-- MATERIAL FOR THIS TASK follows --
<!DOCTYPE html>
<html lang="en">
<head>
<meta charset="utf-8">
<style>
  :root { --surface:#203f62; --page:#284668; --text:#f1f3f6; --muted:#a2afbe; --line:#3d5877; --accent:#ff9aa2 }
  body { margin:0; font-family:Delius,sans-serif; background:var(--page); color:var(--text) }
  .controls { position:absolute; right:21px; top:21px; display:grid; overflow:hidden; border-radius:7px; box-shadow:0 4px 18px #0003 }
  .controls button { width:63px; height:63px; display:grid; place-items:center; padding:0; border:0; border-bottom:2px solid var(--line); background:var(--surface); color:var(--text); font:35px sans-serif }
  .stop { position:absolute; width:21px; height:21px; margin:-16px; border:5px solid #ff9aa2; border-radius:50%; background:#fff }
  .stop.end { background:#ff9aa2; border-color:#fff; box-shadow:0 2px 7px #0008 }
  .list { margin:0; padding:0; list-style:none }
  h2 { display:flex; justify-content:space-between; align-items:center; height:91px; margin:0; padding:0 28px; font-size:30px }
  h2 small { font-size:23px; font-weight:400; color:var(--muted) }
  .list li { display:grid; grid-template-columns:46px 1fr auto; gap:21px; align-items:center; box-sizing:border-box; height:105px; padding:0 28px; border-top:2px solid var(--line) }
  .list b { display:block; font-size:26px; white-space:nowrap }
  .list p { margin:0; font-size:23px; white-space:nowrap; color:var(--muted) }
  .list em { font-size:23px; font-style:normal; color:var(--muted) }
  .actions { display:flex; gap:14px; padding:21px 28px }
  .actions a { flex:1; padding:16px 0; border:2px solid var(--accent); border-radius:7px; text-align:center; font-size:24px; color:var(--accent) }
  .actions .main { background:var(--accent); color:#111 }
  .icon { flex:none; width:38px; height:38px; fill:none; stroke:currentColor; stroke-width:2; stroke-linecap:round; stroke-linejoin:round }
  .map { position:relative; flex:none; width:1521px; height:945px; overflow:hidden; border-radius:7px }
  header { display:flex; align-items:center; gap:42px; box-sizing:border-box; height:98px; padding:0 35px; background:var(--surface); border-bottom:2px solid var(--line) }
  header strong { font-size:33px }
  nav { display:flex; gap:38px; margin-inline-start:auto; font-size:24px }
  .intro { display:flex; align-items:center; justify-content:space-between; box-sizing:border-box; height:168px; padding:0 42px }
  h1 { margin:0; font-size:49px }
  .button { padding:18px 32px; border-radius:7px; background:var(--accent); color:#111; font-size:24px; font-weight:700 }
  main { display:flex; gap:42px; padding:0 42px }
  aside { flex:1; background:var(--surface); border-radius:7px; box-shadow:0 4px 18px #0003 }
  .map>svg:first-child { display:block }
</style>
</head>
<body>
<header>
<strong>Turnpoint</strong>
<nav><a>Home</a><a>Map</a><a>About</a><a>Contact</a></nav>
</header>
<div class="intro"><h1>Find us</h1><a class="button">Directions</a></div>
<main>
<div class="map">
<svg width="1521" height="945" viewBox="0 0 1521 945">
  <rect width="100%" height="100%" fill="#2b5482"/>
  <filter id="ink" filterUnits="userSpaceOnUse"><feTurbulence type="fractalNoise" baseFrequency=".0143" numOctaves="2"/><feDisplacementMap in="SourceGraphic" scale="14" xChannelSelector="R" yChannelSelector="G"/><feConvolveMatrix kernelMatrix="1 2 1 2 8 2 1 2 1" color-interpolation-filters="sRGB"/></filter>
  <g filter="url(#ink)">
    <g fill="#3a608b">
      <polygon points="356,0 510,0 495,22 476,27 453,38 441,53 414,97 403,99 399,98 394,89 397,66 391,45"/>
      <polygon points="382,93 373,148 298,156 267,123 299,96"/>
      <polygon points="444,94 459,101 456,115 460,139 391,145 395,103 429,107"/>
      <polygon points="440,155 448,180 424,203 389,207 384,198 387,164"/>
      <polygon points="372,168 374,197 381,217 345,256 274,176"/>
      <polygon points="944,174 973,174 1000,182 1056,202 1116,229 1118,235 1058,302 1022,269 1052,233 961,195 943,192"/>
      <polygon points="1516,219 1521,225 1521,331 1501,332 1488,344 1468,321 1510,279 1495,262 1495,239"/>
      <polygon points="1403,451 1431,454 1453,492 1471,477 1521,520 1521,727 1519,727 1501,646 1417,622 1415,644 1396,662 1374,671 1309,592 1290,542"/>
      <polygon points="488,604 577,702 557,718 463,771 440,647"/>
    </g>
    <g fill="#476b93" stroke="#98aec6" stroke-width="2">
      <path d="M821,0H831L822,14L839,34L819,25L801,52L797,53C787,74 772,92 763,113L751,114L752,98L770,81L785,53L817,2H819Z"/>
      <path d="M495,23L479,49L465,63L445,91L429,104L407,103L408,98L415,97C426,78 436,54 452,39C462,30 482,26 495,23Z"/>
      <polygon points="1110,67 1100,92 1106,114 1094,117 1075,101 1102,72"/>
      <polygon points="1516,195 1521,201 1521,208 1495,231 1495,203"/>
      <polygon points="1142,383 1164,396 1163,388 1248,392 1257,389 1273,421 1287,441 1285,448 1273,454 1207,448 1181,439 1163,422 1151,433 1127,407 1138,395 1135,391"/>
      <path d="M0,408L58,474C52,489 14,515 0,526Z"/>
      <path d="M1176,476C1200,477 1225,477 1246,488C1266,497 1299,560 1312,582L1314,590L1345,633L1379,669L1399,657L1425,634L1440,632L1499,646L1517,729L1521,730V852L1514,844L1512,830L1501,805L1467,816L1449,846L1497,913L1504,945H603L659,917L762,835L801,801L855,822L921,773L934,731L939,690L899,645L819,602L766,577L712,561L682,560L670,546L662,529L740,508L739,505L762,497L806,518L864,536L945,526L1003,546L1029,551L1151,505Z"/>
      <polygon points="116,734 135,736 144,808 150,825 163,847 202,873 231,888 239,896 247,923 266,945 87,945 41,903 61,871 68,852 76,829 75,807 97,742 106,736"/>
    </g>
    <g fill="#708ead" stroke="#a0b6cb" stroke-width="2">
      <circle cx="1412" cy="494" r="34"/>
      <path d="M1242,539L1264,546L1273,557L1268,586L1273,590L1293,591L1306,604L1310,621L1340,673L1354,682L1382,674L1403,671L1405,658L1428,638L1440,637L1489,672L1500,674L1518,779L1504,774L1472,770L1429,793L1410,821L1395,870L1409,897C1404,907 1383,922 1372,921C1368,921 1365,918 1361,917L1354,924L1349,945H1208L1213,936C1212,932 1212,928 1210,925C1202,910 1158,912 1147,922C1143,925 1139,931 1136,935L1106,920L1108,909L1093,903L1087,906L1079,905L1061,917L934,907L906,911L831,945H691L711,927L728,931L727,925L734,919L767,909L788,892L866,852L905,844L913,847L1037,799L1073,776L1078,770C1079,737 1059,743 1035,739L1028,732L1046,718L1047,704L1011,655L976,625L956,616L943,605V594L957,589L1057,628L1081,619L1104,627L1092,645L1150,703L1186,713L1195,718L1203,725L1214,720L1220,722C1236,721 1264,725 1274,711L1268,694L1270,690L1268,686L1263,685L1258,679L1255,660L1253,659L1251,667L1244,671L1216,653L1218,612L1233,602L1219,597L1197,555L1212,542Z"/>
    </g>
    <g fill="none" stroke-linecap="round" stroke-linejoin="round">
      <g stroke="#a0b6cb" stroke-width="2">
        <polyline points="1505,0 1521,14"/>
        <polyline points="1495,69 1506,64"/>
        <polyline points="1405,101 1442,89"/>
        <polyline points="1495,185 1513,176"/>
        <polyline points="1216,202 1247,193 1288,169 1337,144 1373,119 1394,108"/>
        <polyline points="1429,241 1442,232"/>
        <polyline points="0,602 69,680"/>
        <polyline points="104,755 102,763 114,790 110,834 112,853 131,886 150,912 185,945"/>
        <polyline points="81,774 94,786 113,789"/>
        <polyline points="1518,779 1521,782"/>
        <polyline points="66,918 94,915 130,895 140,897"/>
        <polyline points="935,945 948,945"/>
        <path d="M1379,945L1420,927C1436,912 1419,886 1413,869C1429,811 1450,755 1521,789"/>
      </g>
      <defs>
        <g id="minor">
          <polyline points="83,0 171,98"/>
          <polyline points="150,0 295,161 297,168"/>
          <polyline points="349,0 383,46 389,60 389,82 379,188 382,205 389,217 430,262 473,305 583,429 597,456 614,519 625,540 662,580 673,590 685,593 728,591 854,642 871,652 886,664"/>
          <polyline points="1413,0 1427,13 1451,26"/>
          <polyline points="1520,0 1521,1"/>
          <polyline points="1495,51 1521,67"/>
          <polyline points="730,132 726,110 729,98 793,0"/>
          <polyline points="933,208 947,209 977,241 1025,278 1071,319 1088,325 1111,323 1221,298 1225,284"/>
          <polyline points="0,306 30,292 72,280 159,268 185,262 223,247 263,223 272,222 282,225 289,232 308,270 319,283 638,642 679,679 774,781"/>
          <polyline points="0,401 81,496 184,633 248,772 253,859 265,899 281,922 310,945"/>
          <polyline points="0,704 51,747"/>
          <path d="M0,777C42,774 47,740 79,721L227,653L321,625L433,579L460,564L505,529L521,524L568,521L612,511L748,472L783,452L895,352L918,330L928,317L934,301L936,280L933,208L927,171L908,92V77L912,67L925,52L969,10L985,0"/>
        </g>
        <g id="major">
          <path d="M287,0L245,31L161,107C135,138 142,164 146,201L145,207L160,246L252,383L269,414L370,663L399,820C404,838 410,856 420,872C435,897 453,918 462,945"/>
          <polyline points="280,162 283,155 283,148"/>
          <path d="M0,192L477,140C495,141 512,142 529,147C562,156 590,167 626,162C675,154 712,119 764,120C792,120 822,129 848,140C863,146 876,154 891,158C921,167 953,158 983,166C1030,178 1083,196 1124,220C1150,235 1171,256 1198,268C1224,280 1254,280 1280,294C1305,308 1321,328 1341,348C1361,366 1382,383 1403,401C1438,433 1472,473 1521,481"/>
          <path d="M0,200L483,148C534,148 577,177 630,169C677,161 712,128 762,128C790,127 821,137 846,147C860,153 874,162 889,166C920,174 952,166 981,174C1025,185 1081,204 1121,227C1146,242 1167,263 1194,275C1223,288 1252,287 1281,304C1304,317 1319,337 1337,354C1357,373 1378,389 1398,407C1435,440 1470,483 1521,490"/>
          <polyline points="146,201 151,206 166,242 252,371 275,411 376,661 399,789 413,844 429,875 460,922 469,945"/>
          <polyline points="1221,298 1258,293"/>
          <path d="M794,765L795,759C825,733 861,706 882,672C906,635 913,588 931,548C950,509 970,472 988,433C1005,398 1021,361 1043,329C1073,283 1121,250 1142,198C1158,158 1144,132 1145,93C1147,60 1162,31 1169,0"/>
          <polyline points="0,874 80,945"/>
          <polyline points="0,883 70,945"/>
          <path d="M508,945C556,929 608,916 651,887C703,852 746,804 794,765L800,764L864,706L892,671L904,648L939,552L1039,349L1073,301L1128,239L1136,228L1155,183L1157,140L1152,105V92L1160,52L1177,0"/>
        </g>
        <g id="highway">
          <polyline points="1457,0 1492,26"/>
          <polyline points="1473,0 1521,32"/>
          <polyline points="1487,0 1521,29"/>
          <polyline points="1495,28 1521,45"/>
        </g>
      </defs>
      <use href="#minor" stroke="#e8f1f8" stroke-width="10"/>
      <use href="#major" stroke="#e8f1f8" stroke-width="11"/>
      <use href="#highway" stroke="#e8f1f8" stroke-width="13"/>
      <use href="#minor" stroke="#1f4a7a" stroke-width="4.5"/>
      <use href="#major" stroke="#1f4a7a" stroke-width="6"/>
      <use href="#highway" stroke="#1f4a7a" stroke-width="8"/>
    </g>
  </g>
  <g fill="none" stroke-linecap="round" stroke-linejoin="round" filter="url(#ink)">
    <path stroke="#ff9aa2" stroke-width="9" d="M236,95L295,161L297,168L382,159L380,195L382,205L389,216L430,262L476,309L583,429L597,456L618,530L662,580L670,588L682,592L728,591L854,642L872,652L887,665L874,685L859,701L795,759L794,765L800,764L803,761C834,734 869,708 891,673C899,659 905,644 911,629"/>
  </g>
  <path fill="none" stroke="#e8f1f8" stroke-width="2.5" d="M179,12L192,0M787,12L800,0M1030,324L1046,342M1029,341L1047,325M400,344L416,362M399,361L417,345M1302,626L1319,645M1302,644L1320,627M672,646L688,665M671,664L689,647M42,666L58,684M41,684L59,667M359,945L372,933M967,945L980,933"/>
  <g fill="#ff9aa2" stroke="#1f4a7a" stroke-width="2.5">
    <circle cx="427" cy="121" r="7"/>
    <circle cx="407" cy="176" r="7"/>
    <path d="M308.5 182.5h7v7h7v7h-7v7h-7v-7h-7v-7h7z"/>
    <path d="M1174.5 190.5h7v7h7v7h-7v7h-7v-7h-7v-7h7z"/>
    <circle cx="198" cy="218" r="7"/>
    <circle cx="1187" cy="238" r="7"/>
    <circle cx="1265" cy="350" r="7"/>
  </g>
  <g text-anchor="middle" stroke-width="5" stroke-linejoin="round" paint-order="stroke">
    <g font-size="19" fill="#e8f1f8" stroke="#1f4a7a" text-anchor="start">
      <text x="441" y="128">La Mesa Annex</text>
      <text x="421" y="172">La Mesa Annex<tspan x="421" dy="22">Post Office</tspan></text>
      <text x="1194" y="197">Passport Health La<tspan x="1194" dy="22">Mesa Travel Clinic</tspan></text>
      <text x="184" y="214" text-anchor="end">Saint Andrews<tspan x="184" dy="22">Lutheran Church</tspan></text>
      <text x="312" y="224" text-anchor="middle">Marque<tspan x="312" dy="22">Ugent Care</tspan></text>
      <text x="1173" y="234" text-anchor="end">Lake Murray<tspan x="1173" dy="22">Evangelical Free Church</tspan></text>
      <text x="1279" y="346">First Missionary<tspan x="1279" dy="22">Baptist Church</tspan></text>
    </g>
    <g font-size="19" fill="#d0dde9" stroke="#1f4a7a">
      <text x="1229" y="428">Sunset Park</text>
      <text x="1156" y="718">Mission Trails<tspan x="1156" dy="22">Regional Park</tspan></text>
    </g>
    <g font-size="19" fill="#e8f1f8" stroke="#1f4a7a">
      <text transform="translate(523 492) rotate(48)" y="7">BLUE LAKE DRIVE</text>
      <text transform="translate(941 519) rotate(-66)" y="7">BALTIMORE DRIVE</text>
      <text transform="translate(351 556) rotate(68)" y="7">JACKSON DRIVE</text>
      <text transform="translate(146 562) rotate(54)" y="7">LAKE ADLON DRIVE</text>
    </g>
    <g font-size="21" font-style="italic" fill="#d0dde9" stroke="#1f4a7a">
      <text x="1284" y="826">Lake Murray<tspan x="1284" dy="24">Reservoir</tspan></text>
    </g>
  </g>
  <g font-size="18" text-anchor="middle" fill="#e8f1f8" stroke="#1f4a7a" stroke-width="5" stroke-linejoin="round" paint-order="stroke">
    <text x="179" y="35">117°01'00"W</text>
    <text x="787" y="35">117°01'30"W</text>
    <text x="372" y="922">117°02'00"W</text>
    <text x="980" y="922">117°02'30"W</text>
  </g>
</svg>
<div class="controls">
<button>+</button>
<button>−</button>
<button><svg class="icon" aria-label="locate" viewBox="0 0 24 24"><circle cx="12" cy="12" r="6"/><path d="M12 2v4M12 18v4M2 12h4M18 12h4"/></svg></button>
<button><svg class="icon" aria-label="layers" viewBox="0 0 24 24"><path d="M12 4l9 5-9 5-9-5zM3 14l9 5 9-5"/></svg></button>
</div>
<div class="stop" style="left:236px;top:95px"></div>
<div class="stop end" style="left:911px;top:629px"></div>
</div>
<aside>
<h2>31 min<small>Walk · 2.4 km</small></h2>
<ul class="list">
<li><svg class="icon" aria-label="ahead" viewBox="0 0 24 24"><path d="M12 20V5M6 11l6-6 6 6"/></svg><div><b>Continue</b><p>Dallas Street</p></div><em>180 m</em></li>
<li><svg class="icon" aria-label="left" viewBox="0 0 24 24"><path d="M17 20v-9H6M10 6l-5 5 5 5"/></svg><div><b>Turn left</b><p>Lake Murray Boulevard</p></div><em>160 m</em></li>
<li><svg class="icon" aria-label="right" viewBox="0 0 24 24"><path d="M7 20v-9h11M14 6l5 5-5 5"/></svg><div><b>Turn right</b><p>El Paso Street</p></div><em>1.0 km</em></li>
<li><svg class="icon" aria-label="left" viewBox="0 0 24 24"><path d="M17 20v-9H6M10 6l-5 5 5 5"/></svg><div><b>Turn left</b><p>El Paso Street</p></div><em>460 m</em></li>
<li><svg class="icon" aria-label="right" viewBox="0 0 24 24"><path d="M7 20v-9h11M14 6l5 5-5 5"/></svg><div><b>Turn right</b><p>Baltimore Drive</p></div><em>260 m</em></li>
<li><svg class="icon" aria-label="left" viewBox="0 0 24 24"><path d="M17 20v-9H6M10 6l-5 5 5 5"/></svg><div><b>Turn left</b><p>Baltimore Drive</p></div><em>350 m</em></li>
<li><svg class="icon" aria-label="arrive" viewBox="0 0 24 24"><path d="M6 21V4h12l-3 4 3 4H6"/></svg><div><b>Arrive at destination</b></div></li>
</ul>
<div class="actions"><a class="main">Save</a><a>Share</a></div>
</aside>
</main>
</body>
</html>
-- MATERIAL FOR THIS TASK concluded --
Scan the material above. Return every line containing the string "absolute".

# [SOLUTION FOR THIS TASK]
  .controls { position:absolute; right:21px; top:21px; display:grid; overflow:hidden; border-radius:7px; box-shadow:0 4px 18px #0003 }
  .stop { position:absolute; width:21px; height:21px; margin:-16px; border:5px solid #ff9aa2; border-radius:50%; background:#fff }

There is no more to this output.